#### Task instructions
The answer must consist of every line below containing "button".

#### Recorded data
:::

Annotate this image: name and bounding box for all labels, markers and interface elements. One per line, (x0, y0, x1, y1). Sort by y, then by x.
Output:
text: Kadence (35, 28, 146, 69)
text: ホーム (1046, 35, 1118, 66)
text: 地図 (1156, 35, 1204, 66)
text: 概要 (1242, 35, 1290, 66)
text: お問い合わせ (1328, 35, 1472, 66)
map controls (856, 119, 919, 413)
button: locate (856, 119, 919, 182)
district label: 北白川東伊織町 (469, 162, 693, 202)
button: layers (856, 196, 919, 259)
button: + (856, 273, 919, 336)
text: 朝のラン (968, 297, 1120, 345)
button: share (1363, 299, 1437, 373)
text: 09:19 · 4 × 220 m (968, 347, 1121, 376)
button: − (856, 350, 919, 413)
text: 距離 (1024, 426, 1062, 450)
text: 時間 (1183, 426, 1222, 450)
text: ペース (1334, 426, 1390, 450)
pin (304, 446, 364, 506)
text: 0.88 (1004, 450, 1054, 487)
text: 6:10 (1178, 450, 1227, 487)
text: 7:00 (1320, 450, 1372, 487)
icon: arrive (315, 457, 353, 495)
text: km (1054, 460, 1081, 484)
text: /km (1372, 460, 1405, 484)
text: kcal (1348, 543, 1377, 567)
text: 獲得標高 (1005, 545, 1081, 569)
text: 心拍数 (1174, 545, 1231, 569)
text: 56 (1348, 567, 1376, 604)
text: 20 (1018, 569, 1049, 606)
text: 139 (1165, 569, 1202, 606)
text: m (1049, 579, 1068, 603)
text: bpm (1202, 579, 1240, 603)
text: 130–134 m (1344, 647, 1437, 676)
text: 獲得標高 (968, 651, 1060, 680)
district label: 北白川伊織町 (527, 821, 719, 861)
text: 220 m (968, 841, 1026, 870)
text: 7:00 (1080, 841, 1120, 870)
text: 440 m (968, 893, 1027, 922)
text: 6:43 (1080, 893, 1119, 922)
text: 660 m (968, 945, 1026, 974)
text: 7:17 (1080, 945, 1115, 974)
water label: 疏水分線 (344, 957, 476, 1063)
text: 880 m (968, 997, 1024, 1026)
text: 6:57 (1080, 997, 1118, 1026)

:::

#### Task output
button: locate (856, 119, 919, 182)
button: layers (856, 196, 919, 259)
button: + (856, 273, 919, 336)
button: share (1363, 299, 1437, 373)
button: − (856, 350, 919, 413)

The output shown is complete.